[Stored data entries]
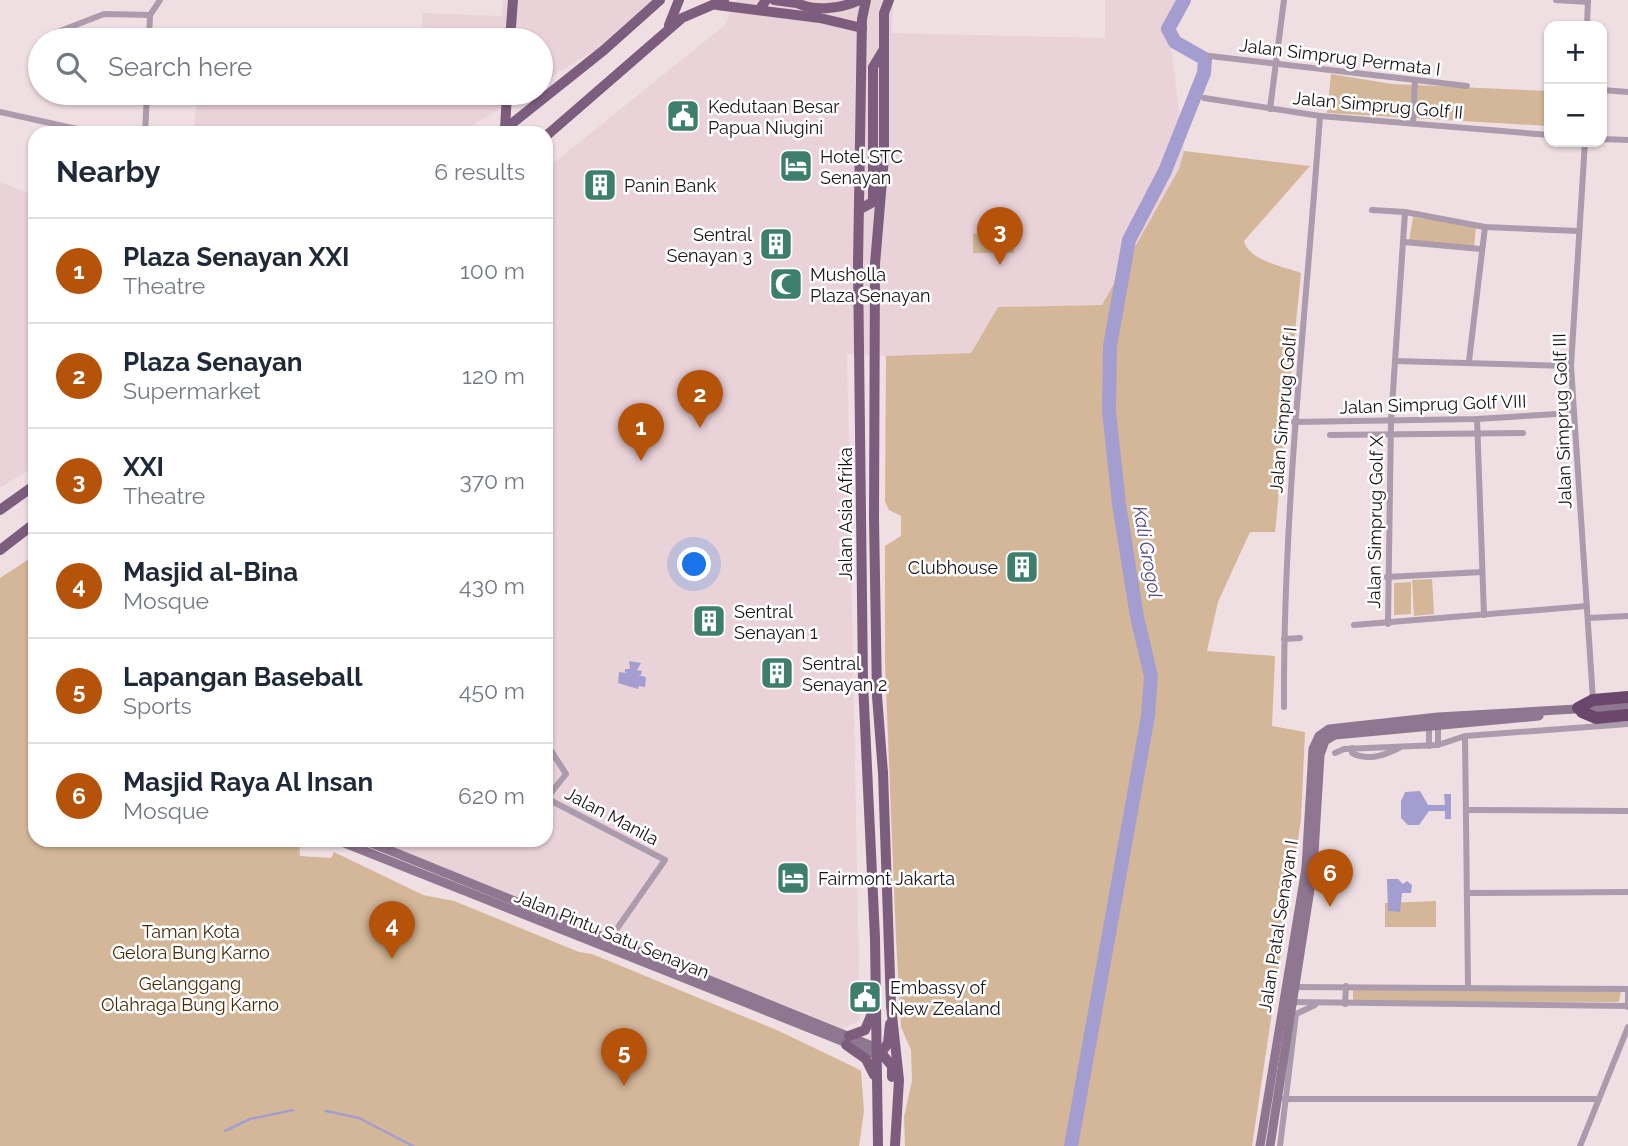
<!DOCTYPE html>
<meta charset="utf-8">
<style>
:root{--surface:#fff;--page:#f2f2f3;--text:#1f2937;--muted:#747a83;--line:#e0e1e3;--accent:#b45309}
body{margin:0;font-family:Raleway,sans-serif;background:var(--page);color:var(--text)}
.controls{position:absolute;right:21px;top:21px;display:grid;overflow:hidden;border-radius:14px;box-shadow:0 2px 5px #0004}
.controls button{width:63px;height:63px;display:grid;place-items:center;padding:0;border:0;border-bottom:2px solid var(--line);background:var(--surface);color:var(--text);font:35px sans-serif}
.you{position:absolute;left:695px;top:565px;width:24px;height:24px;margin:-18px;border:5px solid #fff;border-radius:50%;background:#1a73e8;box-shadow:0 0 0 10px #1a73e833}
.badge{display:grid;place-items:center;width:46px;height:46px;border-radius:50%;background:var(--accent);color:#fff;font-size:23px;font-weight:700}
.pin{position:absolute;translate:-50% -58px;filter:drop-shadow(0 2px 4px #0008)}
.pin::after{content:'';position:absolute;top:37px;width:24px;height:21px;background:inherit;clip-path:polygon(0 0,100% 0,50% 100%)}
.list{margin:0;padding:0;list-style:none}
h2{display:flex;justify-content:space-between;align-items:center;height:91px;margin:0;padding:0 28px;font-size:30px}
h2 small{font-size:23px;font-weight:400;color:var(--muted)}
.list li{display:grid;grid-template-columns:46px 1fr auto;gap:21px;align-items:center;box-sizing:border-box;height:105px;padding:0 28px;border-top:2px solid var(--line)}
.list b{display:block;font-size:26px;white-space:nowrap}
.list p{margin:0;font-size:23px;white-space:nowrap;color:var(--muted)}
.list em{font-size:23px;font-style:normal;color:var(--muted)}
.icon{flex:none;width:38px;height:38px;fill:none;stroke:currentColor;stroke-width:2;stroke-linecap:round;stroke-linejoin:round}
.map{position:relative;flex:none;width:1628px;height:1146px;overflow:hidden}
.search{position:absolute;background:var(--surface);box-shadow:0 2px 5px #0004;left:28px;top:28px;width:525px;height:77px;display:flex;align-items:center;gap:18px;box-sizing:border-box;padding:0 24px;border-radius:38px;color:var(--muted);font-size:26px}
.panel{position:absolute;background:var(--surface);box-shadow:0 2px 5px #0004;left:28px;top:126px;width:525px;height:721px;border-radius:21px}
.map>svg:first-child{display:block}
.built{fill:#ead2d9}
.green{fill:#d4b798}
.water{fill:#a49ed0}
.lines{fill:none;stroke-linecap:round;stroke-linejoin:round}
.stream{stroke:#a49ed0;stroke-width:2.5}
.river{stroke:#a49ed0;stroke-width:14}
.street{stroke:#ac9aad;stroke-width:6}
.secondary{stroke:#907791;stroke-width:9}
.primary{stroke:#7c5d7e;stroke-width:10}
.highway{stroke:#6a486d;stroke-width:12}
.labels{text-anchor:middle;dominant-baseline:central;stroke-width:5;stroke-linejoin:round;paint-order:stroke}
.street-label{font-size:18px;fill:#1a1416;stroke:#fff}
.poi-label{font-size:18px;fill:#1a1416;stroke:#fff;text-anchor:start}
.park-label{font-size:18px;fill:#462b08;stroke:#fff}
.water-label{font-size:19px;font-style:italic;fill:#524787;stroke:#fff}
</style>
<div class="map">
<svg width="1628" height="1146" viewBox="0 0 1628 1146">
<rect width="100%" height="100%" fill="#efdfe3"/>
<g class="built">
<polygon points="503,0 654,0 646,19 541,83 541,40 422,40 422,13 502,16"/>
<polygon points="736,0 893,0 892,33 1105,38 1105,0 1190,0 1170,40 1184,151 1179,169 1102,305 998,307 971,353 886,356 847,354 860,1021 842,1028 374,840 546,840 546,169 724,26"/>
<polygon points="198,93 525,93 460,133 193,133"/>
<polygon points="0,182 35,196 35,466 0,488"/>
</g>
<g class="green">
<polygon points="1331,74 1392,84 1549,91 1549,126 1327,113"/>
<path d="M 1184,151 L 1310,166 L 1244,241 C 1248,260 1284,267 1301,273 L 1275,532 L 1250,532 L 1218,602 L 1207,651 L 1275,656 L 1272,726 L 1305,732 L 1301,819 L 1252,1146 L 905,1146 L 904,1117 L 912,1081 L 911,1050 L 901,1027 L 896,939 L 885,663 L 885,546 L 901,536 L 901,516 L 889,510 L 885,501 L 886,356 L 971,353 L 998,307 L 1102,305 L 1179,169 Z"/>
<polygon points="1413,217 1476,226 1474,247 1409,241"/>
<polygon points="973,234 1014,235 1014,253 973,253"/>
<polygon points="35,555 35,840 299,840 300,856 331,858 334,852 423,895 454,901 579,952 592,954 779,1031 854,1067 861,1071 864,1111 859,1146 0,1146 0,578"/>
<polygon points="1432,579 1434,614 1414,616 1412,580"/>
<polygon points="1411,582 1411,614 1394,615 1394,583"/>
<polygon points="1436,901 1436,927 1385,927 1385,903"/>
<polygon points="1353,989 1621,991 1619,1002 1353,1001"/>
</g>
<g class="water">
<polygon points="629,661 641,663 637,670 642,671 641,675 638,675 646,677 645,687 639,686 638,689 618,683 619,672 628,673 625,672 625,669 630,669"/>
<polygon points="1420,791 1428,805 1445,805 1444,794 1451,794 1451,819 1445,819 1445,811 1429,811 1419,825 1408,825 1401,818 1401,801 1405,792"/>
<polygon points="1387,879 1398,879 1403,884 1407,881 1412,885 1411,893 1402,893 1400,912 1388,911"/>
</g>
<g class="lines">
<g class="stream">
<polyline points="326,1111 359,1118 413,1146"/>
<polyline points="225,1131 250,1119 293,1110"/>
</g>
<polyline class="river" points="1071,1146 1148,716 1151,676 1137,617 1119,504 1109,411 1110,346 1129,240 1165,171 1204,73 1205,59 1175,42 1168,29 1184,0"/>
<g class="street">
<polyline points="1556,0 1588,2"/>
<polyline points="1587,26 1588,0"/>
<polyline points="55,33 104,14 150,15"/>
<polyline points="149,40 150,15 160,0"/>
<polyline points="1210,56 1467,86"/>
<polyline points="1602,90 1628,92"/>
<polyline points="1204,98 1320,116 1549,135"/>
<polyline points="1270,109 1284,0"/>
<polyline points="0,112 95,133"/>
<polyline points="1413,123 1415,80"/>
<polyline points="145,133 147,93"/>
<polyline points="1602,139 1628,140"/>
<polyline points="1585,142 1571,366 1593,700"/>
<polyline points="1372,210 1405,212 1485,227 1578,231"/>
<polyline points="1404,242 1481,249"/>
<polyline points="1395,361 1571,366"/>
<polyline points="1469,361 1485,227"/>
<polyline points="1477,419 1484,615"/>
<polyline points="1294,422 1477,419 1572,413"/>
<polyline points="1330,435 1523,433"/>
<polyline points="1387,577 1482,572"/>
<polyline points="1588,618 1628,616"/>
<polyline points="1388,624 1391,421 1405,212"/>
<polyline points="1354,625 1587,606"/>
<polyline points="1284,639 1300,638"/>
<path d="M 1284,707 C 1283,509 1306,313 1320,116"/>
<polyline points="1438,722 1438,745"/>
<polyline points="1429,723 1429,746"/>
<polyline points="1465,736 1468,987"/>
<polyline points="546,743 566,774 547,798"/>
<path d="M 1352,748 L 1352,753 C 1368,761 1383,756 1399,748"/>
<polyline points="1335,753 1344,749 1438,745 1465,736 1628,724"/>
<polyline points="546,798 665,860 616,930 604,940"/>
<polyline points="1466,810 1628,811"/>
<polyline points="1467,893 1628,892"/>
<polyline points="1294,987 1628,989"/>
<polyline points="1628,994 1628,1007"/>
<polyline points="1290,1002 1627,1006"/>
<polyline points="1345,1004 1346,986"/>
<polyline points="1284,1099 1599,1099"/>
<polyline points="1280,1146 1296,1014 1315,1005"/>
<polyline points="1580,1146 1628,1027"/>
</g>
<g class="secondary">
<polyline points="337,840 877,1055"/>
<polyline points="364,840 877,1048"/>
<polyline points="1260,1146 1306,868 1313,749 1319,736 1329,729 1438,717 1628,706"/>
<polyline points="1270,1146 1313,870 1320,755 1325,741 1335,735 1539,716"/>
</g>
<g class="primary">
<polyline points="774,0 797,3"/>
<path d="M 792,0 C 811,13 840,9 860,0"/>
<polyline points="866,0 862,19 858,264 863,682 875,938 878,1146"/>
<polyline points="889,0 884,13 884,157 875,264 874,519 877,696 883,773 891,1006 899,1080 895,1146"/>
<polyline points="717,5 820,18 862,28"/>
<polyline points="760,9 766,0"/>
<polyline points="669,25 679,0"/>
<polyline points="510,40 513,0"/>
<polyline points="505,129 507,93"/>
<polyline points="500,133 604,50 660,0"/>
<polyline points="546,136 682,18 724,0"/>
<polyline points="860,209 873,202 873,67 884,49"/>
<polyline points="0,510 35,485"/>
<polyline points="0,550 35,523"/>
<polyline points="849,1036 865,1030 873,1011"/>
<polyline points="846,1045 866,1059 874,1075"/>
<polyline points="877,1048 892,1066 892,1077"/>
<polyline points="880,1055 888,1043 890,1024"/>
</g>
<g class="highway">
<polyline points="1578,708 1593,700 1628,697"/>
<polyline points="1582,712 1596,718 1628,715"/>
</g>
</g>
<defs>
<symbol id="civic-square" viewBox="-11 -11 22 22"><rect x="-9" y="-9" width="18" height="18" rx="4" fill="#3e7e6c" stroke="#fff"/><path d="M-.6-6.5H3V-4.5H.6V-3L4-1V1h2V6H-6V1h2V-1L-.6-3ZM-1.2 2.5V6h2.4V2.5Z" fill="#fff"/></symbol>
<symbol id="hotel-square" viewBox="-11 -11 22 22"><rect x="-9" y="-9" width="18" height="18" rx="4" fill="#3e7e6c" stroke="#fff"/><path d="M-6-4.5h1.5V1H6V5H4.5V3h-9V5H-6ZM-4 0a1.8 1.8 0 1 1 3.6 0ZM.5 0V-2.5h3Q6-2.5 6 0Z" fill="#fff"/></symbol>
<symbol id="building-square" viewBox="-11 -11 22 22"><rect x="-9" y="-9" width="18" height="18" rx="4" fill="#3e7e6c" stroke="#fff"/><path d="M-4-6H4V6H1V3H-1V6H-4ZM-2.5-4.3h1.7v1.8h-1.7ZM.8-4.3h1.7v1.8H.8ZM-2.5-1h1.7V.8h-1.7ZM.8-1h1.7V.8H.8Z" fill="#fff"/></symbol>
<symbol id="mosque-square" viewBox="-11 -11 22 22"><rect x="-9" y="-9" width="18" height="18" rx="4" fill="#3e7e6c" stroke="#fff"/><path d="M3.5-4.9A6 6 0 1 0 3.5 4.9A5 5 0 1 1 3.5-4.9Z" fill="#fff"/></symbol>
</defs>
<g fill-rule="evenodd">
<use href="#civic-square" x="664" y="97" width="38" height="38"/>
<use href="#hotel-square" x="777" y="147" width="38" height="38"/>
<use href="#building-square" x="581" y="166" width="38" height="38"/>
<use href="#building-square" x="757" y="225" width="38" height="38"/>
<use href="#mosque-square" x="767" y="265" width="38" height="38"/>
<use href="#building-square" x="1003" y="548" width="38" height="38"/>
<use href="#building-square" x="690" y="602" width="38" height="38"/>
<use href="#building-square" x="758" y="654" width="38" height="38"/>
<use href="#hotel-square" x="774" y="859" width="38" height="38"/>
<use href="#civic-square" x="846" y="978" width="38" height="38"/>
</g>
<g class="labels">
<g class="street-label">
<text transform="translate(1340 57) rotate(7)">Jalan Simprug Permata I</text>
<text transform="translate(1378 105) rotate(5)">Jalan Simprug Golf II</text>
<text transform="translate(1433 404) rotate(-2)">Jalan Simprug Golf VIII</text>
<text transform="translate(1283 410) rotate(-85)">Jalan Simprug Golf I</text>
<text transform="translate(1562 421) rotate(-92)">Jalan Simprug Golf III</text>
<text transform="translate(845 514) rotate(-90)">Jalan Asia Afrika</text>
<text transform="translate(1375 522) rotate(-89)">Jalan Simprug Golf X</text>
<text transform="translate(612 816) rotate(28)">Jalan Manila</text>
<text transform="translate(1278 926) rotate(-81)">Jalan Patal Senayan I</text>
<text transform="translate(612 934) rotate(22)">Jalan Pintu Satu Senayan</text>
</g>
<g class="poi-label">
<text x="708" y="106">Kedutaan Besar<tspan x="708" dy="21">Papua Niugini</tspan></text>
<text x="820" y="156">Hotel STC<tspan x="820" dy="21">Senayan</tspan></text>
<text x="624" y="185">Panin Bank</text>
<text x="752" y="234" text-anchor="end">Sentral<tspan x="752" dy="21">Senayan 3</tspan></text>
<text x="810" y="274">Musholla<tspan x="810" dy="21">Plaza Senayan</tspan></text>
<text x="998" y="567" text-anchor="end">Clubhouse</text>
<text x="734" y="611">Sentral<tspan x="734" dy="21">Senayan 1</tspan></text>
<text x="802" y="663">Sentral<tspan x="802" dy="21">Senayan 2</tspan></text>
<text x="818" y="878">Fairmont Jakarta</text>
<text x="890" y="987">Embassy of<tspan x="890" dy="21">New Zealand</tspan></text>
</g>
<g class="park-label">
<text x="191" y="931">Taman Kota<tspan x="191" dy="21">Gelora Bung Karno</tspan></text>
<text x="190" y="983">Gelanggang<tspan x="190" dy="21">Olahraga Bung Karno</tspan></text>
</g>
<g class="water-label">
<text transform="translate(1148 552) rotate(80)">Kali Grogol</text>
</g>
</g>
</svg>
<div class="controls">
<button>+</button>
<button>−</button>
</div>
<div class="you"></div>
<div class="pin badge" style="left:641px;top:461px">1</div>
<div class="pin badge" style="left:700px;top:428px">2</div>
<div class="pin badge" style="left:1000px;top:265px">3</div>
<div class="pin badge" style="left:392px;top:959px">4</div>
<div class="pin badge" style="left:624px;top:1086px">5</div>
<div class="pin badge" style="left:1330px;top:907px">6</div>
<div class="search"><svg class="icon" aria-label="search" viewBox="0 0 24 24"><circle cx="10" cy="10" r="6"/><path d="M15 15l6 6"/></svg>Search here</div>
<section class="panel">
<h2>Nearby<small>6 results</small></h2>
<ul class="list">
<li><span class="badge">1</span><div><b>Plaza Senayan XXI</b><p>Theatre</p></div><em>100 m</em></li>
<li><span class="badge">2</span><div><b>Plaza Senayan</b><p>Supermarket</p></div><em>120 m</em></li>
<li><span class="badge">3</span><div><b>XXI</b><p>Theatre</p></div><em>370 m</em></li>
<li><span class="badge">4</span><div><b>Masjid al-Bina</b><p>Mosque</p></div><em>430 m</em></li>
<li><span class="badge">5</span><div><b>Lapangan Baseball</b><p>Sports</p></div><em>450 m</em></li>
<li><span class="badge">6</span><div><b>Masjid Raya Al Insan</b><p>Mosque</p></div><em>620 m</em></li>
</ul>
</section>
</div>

GOAL OF THE EXERCISE:
The lines that contain the word "place" are wanted; copy each of them from the records.

SOLUTION TO THIS PROBLEM:
.controls button{width:63px;height:63px;display:grid;place-items:center;padding:0;border:0;border-bottom:2px solid var(--line);background:var(--surface);color:var(--text);font:35px sans-serif}
.badge{display:grid;place-items:center;width:46px;height:46px;border-radius:50%;background:var(--accent);color:#fff;font-size:23px;font-weight:700}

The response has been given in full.